Cincinnati Bengals quarterback Ryan Finley (5) is sacked by Pittsburgh Steelers defensive end Cameron Heyward (97) during the first half an NFL football game, Sunday, Nov. 24, 2019, in Cincinnati. (AP Photo/Frank Victores)
Ryan Finley had a tough time escaping Cam Heyward and the rest of the Steelers Sunday.

Dalton has had success against those exotic, all-out defenses Williams ran in Cleveland and the Rams. He’s got a 120.3 passer rating in those four games and a 3-1 record with 10 touchdowns and two interceptions. Of course, in three of those games Dalton had Green and Williams has a lot of talent up front in New York. Both are surrounded by much different personnel, but Taylor is looking for a steady, get-the-ship-upright effort.
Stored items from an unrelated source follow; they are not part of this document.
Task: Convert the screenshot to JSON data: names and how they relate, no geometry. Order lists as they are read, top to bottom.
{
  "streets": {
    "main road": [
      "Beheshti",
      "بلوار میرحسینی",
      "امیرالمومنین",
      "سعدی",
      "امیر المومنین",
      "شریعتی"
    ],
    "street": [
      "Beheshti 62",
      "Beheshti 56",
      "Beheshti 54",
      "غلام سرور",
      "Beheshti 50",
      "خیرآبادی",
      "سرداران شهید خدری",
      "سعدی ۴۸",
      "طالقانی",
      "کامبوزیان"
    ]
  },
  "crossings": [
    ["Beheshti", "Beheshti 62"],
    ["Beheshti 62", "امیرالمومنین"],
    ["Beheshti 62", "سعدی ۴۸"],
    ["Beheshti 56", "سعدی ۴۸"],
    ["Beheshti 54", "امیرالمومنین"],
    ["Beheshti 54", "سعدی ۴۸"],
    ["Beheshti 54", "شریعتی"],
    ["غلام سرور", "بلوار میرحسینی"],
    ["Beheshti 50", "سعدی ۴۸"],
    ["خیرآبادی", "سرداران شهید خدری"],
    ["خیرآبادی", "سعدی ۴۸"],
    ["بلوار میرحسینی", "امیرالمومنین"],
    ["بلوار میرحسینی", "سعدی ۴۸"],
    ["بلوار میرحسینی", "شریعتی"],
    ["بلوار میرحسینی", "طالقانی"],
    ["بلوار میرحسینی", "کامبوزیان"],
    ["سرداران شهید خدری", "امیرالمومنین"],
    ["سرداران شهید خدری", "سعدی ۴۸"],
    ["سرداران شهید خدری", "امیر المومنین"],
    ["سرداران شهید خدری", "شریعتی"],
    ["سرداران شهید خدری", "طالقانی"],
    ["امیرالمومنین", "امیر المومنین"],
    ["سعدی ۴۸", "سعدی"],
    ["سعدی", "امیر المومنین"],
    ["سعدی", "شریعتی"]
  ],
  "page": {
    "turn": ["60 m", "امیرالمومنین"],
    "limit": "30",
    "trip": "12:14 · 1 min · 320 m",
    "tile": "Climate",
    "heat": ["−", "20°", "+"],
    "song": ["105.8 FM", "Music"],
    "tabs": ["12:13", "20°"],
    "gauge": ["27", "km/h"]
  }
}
“That veteran presence he has will certainly be helpful through all the things we’ve been experiencing so far on offense. He has great experience,” Taylor said. “Andy will help us prepare for (Williams). We’ve always known Andy is a great quarterback. We made the change for the reasons we needed to. It’s time to give him another opportunity.”

Dalton looks like he’ll have two things he didn’t have in those first eight starts. A game plan committed to getting running back Joe Mixon the ball and a defense playing well enough to win. The coaches began tinkering with the run-blocking in Dalton’s last start in London and it’s blossomed into productive running game that is averaging five yards per carry in the last four games, ninth best in the league. With Finley, Mixon averaged 21 carries. With Dalton, 12.5. Plus, Ross, their fastest receiver, is on target for a Dec. 8 return.

“You can’t. You don’t,” said Taylor when asked how he can compare Dalton and Finley with such different personnel. “You just need to make the decision, be confident in it, move forward and know that it’s in the best interest of the team and hope that everyone is going to rally round it. We’re going to go out and get ourselves a win. If you try to measure everything that’s happened to us over the course of the season and measure this versus that, you need to throw it all out the window and just make a decision and go with it.”